The Department also states that the universal symbol for cannabis must be included on the label of all cannabis goods sold in California. Parents should be on the lookout for the following symbol when determining if a product contains cannabis:
However, packaging regulations aren’t always enough to keep THC gummies and other edibles out of the hands of little ones.

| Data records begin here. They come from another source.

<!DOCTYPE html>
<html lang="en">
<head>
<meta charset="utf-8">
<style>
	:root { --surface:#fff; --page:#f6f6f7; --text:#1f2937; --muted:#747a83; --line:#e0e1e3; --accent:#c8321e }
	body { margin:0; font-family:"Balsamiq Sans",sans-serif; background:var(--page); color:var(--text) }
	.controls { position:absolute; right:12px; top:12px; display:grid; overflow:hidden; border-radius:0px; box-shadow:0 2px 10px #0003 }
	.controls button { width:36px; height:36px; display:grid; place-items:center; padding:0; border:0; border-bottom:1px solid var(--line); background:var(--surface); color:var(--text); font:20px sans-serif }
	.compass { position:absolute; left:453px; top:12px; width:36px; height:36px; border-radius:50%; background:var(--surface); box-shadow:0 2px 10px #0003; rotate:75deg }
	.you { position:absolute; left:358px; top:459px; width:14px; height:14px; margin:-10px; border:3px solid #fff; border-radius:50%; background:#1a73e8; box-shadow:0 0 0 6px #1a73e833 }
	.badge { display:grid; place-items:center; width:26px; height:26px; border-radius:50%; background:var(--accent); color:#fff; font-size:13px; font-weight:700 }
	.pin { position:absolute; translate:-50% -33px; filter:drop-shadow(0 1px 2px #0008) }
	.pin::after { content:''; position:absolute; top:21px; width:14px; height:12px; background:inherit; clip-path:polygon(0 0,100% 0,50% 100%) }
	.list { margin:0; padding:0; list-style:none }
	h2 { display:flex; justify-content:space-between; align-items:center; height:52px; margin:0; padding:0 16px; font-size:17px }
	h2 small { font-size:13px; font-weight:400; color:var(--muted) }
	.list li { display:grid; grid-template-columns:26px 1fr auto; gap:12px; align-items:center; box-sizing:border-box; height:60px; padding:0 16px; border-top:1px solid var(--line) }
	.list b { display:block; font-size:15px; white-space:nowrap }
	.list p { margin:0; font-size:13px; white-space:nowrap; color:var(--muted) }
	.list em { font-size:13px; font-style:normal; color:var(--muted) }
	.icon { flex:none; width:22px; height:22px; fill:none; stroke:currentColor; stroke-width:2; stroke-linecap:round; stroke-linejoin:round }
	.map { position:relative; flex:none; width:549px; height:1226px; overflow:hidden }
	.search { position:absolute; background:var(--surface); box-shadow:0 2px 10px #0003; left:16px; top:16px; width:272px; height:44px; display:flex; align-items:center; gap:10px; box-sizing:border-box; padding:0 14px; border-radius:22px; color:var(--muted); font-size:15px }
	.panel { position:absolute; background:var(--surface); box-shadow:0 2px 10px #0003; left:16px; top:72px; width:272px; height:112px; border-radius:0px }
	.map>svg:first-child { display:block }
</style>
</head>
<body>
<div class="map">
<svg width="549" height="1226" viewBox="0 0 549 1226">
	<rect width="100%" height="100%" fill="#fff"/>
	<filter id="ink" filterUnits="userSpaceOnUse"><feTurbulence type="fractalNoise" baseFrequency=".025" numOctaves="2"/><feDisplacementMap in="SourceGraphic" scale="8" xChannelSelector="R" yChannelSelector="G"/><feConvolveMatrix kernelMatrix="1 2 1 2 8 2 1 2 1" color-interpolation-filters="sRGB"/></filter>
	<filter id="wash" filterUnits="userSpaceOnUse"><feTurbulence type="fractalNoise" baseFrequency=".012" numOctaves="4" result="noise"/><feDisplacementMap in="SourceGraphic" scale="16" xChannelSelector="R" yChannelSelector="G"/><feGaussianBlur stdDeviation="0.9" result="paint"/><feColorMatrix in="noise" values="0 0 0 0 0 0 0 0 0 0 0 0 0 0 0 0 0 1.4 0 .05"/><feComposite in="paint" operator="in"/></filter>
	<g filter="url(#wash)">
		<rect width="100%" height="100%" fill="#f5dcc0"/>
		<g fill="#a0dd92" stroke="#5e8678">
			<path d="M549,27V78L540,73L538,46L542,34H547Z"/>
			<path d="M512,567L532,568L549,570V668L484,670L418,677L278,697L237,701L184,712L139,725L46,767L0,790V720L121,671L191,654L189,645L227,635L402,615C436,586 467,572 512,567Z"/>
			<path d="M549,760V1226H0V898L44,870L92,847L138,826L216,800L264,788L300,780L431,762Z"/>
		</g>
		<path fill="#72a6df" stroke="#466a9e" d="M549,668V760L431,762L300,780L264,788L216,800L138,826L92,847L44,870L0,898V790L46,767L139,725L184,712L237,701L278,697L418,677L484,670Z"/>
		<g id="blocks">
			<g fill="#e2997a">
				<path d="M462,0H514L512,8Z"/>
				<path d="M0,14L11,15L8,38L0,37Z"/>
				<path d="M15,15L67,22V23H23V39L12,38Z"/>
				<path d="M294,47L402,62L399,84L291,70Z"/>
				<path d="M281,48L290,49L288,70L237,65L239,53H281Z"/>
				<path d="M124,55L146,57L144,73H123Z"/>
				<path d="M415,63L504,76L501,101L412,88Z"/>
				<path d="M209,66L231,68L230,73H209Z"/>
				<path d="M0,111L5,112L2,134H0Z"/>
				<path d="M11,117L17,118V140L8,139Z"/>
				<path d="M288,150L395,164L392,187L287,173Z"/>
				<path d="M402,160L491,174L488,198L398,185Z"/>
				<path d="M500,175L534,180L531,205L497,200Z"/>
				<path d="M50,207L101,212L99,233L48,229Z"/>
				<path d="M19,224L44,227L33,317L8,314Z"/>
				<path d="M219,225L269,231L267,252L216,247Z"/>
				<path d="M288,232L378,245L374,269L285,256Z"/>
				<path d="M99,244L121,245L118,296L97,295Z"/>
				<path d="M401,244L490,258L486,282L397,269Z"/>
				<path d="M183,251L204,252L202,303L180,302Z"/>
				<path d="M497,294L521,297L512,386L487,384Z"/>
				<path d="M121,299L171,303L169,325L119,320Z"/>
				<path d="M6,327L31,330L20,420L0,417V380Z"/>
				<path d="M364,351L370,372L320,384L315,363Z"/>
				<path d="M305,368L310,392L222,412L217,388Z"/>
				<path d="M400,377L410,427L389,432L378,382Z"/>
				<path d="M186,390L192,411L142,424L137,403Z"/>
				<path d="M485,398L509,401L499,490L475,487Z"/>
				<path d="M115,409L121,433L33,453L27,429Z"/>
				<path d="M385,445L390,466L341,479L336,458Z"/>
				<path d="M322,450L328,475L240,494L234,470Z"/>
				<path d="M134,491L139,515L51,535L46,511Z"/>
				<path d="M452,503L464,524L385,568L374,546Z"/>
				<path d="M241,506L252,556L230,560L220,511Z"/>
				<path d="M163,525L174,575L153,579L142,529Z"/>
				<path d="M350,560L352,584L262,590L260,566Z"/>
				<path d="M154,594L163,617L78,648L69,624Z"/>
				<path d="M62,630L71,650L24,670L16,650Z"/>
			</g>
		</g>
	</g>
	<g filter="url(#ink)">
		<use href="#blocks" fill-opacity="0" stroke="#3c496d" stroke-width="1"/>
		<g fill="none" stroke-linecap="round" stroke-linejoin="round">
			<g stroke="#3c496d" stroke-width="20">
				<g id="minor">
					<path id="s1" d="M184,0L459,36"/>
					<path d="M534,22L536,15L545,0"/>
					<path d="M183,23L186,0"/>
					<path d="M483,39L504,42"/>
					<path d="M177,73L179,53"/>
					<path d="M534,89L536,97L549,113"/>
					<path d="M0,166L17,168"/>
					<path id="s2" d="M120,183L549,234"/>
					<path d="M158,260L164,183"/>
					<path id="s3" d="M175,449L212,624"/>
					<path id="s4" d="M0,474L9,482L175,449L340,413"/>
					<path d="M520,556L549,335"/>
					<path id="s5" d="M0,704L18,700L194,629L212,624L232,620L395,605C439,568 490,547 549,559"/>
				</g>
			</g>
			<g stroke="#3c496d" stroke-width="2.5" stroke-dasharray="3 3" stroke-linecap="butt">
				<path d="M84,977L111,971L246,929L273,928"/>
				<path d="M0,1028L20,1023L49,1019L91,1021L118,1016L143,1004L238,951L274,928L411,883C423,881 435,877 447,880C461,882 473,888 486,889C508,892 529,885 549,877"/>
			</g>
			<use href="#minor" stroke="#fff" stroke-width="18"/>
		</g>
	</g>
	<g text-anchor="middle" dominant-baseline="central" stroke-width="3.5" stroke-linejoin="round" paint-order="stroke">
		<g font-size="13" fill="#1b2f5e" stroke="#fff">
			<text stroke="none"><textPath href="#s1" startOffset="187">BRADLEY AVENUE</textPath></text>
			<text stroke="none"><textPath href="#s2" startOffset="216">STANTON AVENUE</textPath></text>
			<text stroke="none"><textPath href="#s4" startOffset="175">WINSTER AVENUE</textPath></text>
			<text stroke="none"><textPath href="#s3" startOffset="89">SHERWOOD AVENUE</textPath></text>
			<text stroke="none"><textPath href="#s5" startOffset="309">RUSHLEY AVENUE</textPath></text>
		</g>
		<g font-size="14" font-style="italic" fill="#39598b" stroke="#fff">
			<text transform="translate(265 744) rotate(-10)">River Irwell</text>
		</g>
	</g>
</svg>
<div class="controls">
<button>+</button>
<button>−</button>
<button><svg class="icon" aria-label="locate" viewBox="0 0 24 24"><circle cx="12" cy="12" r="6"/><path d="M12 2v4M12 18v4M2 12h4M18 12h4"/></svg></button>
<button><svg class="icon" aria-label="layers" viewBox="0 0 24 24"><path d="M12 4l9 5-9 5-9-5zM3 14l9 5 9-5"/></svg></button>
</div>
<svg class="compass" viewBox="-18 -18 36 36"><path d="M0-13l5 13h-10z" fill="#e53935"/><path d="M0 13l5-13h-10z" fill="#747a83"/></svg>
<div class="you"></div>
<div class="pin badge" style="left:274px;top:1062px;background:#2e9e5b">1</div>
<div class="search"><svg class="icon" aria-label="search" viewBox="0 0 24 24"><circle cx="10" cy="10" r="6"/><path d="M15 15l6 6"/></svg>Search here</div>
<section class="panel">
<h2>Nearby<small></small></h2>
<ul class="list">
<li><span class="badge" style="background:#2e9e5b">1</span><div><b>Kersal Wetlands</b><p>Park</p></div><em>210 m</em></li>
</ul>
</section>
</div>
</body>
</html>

Preventing kids from eating THC gummies and edibles
To protect your children from eating THC gummies and edibles, the American Academy of Pediatrics (AAP) suggests the following:
Store the products safely.
Treat marijuana products like you would your medications. Store your medications out of sight and reach of your children, or in a locked medication box. Make sure the products are in child-resistant packaging or containers. Clearly label your THC products and store them in their original packaging. Also, consider limiting the number of edible products stored at home in case your children get into them.
Use edibles with caution.
Parents who choose to consume THC products for medical reasons or recreation should not do so in front of their kids. Seeing these products consumed may create temptation for kids to try them. Parents should also be sure that the products are not impairing their ability to safely take care of their children; they should not drive if they have consumed marijuana edible products.
Talk to friends, family and caregivers.
If anyone is visiting your home to spend time with your children, ask them if they use cannabis edibles. If so, make sure they are safely stored out of reach and that they aren’t being used in front of your children.
What to do if your child eats THC gummies or edibles
If your child unintentionally eats a cannabis edible, try to find out what and how much they ate. Check the product’s packaging to see how much THC it contains. Call the free poison control hotline as soon as possible at 1-800-222-1222.
If your child’s symptoms seem severe, call 911 or visit your nearest emergency department.